Initial potential energy (before the first bounce):
mgh = (0.150 kg)(9.8 m/s^2)(0.125 m) = 0.18375 J
Final potential energy (after the rebound):
mgh' = (0.150 kg)(9.8 m/s^2)(0.960 m) = 1.4112 J
The difference in potential energy is equal to the change in kinetic energy, which is equal to the impulse given by the floor.

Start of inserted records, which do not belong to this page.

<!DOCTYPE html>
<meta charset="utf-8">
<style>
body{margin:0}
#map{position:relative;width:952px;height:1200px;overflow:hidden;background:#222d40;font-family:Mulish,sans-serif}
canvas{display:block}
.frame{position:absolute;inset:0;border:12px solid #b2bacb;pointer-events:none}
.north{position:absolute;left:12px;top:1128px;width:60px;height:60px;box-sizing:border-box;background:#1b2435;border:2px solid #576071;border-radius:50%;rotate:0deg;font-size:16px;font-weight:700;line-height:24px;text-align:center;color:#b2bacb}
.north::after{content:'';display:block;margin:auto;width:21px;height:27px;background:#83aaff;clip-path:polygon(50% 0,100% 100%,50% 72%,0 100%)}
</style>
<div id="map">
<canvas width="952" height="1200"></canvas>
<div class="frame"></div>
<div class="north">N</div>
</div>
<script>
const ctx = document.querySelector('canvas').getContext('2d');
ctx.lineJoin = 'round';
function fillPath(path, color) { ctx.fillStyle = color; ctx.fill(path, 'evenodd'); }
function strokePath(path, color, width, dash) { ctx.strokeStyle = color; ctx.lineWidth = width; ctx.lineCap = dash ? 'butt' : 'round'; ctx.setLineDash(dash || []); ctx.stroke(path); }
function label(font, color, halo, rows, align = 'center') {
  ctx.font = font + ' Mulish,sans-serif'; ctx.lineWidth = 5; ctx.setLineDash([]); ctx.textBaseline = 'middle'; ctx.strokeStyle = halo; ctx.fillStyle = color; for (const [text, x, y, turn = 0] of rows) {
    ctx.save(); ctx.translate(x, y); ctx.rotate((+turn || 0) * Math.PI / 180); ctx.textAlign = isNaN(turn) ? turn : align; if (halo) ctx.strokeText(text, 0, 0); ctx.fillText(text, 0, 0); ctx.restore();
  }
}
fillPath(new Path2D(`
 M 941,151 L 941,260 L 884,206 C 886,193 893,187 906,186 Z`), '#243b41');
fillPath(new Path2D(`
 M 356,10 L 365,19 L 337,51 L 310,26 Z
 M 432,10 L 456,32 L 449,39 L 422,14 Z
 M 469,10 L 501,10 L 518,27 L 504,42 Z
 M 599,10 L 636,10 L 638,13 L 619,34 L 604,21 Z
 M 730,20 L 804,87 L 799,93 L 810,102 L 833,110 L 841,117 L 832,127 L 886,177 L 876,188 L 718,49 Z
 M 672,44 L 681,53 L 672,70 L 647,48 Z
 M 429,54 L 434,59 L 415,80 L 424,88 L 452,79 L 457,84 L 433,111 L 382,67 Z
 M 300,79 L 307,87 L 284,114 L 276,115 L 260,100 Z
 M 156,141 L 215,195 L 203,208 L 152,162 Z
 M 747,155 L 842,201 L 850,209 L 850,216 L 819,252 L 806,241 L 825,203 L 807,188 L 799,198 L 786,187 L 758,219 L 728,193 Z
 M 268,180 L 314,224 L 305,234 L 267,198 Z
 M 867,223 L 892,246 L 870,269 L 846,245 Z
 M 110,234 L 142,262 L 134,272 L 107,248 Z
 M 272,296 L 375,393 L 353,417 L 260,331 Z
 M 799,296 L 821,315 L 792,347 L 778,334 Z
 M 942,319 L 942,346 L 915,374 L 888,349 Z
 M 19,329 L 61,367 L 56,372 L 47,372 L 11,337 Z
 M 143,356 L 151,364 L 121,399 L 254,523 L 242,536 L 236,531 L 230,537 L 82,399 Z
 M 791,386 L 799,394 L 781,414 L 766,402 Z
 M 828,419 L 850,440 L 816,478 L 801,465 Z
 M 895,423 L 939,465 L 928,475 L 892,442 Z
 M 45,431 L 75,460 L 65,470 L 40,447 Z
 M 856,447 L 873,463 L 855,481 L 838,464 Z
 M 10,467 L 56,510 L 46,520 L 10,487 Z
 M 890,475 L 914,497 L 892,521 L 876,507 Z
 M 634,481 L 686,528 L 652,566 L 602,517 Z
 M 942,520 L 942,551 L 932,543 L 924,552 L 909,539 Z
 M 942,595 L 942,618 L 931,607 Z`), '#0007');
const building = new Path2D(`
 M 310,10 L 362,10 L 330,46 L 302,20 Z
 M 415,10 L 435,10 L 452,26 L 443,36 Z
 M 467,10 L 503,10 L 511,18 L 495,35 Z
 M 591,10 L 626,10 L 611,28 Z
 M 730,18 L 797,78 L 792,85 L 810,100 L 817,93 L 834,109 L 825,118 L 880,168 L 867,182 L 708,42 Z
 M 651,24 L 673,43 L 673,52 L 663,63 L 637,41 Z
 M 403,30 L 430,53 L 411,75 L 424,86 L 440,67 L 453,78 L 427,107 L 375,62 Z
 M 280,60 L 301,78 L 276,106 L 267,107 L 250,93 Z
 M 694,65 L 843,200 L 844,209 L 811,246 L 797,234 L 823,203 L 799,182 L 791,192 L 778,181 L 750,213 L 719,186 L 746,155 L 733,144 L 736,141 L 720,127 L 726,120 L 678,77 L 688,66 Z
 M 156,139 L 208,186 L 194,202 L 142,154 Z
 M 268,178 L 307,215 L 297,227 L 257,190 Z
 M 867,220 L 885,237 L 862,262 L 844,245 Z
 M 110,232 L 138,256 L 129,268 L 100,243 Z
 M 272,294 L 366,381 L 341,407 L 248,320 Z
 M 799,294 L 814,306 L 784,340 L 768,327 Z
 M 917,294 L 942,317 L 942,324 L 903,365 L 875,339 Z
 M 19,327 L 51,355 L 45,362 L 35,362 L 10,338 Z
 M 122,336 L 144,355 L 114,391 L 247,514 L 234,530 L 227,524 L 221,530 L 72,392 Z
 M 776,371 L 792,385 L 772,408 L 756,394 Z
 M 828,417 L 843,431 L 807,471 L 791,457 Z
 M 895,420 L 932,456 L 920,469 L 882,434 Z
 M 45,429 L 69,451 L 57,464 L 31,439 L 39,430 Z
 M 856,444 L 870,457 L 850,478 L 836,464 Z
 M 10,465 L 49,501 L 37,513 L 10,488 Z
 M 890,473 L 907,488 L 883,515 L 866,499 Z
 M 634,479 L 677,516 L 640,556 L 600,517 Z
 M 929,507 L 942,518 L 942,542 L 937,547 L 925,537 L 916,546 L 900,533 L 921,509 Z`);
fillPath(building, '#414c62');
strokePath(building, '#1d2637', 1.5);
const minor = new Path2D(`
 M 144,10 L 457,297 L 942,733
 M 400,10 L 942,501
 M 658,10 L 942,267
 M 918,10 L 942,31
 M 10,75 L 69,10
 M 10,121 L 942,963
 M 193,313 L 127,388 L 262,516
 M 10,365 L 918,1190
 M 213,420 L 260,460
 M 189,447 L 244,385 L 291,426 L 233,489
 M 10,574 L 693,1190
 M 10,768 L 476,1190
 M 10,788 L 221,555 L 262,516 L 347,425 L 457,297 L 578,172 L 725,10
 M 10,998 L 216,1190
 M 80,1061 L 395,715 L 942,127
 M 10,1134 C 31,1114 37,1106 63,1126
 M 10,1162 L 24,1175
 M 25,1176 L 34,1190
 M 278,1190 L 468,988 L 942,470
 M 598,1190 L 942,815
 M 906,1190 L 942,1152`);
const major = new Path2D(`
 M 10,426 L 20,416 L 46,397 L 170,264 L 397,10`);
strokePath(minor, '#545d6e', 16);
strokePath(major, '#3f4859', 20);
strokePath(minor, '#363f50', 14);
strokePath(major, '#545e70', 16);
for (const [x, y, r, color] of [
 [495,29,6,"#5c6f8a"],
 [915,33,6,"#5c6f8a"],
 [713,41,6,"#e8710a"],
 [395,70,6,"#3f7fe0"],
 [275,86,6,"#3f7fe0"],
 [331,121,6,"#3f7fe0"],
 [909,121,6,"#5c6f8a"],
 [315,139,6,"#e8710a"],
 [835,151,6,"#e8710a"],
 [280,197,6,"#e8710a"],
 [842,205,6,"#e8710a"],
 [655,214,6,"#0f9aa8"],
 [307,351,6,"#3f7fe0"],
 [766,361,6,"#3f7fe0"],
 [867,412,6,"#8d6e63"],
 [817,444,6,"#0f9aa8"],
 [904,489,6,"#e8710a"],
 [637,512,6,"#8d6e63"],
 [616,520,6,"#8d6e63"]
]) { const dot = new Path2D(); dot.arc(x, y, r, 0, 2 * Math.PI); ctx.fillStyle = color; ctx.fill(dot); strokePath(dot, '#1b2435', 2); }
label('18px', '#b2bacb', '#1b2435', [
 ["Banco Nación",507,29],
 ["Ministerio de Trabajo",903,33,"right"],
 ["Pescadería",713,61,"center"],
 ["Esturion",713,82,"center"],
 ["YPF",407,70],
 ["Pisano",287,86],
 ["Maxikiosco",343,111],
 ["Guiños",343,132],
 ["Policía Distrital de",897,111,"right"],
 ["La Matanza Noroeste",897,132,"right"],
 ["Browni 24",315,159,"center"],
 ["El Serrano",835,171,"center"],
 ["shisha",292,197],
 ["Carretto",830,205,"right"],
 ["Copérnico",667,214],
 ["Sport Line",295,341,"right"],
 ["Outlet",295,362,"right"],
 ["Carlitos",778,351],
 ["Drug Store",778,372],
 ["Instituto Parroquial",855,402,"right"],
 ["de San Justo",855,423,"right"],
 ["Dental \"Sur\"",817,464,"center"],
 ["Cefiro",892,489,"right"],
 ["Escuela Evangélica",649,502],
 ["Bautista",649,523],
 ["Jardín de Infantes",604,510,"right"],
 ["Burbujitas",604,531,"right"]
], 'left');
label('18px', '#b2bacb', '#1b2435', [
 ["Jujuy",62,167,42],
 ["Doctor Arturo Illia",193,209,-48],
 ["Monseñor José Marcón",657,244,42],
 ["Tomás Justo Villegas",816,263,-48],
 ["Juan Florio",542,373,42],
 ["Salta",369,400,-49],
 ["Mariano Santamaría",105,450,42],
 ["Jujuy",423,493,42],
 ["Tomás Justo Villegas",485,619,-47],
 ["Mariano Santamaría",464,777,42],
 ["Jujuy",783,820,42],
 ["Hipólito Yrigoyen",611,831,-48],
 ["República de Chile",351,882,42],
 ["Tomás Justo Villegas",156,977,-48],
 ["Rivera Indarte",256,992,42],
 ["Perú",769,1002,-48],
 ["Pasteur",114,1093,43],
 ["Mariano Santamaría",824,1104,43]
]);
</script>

Change in kinetic energy = Final kinetic energy - Initial kinetic energy
= 1.4112 J - 0.18375 J
= 1.22745 J
Therefore, the impulse given by the floor is 1.22745 J
To find the impulse given by the floor, we need to use the principle of conservation of momentum. The impulse is defined as the change in momentum, which can be calculated using the following equation:
Impulse = Change in momentum
The change in momentum is given by:
Change in momentum = Final momentum - Initial momentum
In this case, the ball is dropped from rest, so the initial momentum is zero. The final momentum can be calculated using the formula for momentum:
Momentum = mass * velocity
First, let's find the velocity of the ball when it hits the floor. We can use the principle of conservation of energy to relate potential energy and kinetic energy. The initial potential energy of the ball when it is dropped is:
Initial potential energy = mass * gravitational acceleration * initial height
= 0.150 kg * 9.8 m/s^2 * 0.125 m
Next, we can calculate the final potential energy of the ball when it rebounds:
Final potential energy = mass * gravitational acceleration * final height
= 0.150 kg * 9.8 m/s^2 * 0.960 m
Since the ball rebounds, its velocity reverses direction. Therefore, the kinetic energy is given by the final potential energy. The formula for kinetic energy is:
Kinetic energy = (1/2) * mass * velocity^2
Setting the final potential energy equal to the kinetic energy equation, we can solve for the velocity of the ball when it hits the floor:
(1/2) * mass * velocity^2 = mass * gravitational acceleration * final height
(1/2) * 0.150 kg * velocity^2 = 0.150 kg * 9.8 m/s^2 * 0.960 m
Now we can solve for the velocity by canceling out the mass and rearranging the equation:
velocity^2 = (2 * 9.8 m/s^2 * 0.960 m) / 0.125 kg
velocity^2 = 15.552 m^2/s^2
velocity ≈ √15.552 ≈ 3.95 m/s
Now that we have the velocity, we can calculate the change in momentum:
Change in momentum = final momentum - initial momentum
Since the initial momentum is zero, the change in momentum is equal to the final momentum, which is given by:
Final momentum = mass * velocity
= 0.150 kg * 3.95 m/s
Finally, we have:
Change in momentum ≈ 0.5925 kg·m/s
Therefore, the impulse given by the floor is approximately 0.5925 kg·m/s.